I understand that you want to claim that absolutely nothing can be known or recognized. But it seems that if we're somehow able to understand that AKQJT is a meaningful pattern in this deck of card (whatever it contains), then we were probably able to figure out something about the deck of cards.

This doesn't seem to show much understanding of my post. Maybe you should read it again below.



Quote:
Originally Posted by PairTheBoard
Certainly you can consider other possible poker hands. You can consider the space of permutations on a deck of 52 cards. You can consider what seems like a natural probability function on that space of permutations, e.g. Each equally likely. And so you can consider under that probability function there is a small probability for a Royal Flush to be situated for your view.

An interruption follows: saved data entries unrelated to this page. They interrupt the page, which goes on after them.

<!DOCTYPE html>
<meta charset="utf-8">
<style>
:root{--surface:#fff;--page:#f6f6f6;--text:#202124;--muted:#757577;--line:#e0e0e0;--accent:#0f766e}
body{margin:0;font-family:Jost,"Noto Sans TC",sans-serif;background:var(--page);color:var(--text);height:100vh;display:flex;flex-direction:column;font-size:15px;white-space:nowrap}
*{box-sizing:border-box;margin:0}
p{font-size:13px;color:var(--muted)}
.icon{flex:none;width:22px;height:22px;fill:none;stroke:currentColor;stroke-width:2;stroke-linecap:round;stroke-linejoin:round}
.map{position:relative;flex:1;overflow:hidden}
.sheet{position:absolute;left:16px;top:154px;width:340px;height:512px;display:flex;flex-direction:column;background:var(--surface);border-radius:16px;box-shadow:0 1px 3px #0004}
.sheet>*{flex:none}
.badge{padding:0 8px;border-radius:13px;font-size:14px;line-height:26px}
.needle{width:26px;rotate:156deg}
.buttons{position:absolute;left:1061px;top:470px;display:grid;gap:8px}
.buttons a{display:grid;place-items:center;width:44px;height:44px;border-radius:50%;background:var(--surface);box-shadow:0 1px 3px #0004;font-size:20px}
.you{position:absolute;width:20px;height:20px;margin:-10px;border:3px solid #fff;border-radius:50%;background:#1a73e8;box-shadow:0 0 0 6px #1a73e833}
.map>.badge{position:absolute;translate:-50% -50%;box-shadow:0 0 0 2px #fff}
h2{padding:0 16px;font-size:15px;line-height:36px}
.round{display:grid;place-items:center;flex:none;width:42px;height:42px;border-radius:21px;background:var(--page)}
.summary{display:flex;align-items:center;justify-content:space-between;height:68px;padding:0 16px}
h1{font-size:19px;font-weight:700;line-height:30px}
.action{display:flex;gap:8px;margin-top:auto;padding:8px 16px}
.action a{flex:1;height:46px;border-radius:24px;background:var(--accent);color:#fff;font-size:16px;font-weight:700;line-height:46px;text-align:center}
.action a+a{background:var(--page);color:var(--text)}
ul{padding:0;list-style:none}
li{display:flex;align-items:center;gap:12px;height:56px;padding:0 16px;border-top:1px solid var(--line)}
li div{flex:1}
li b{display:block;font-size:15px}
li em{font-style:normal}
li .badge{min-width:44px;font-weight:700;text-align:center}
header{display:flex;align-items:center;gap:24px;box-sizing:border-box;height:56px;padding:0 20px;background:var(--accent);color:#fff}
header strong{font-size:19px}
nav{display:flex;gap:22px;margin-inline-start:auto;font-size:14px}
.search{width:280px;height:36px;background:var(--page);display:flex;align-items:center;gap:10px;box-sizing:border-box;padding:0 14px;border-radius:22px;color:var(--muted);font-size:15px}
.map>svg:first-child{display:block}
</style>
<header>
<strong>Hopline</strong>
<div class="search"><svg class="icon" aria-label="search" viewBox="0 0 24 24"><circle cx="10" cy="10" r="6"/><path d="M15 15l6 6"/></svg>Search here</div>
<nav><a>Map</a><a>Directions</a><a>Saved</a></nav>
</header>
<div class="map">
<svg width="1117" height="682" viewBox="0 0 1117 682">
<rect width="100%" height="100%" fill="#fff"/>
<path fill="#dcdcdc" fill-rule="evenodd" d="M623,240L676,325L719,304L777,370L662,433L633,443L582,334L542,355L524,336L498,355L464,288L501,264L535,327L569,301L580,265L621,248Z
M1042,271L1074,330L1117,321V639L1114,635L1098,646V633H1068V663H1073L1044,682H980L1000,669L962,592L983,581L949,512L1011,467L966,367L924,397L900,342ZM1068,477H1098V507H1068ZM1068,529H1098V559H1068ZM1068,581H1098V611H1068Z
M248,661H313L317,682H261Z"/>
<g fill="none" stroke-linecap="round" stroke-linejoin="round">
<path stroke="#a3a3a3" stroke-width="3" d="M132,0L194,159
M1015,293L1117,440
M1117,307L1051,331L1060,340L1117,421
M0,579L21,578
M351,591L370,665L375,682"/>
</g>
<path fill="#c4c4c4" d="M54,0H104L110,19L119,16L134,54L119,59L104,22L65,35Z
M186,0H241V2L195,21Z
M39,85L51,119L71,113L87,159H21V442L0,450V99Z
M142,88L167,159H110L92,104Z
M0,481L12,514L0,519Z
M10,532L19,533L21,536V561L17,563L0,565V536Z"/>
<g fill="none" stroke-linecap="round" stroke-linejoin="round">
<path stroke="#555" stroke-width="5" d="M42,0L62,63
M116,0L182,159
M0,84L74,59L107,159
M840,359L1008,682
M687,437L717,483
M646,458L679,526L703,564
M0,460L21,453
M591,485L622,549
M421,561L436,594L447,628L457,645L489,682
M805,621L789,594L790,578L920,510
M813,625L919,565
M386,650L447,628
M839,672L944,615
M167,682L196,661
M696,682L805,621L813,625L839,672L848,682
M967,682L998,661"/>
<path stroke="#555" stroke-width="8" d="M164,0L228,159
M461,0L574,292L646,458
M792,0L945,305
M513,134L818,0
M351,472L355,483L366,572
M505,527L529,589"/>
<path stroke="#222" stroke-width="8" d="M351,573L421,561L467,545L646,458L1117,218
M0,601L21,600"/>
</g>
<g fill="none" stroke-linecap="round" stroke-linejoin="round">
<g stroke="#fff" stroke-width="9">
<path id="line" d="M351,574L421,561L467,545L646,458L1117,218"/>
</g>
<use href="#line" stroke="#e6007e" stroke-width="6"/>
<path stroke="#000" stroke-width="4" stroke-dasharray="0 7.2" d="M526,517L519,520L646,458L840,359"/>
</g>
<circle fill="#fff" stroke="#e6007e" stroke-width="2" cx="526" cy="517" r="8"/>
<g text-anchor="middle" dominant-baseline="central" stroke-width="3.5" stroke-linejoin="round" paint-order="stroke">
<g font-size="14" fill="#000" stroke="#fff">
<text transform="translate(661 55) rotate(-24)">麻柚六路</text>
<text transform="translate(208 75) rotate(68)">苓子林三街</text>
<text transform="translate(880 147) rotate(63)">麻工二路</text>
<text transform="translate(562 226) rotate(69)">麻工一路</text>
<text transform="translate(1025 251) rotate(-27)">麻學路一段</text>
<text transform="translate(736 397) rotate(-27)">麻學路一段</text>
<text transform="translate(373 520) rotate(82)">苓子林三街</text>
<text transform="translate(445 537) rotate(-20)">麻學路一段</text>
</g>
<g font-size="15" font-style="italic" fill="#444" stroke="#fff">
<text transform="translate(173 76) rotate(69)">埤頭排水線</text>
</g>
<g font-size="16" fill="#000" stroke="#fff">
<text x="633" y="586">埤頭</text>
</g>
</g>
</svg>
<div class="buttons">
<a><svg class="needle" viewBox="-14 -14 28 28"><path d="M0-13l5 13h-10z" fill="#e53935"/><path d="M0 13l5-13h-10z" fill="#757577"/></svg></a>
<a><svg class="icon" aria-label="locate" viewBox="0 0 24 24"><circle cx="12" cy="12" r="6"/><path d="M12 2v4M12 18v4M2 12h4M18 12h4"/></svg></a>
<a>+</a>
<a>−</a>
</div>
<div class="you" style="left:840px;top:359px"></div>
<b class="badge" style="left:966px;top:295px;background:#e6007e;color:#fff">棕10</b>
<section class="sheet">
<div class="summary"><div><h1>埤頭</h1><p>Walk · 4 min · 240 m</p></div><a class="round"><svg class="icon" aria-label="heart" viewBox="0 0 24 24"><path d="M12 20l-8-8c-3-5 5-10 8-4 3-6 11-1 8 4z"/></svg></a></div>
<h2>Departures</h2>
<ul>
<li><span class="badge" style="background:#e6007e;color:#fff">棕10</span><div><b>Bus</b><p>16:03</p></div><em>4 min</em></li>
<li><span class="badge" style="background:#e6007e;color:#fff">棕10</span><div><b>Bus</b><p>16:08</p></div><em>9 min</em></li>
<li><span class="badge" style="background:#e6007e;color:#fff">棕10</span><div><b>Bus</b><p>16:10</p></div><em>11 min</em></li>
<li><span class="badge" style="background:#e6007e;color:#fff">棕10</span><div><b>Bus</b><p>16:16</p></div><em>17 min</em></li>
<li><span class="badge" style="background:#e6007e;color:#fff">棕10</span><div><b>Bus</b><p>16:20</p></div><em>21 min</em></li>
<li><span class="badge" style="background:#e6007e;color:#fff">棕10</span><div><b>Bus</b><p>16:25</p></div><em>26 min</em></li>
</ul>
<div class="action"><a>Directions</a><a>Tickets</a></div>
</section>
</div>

But what heuristic can you infer based on those considerations when realizing you have no idea of the circumstances under which the Royal Flush you have in your view got there? Would you suggest the inference that it's unlikely it got there by chance? What chance? The chance described by the probability function you decided to consider? Or might you suggest that some other probability function on the space of deck permutations is more likely? Or might you suggest the inference that the poker hand you have in view is one among many and happens to be a Royal Flush because that's the only poker hand you have the capacity to view?

Or might you suggest that no inference is reasonable about how the Royal Flush you have in view got there because you have no information about the circumstances under which it came into your view? Of course if you suggest this you will have to answer to an Aaron W who will accuse you of rejecting the principle of reevaluating when provided further considerations.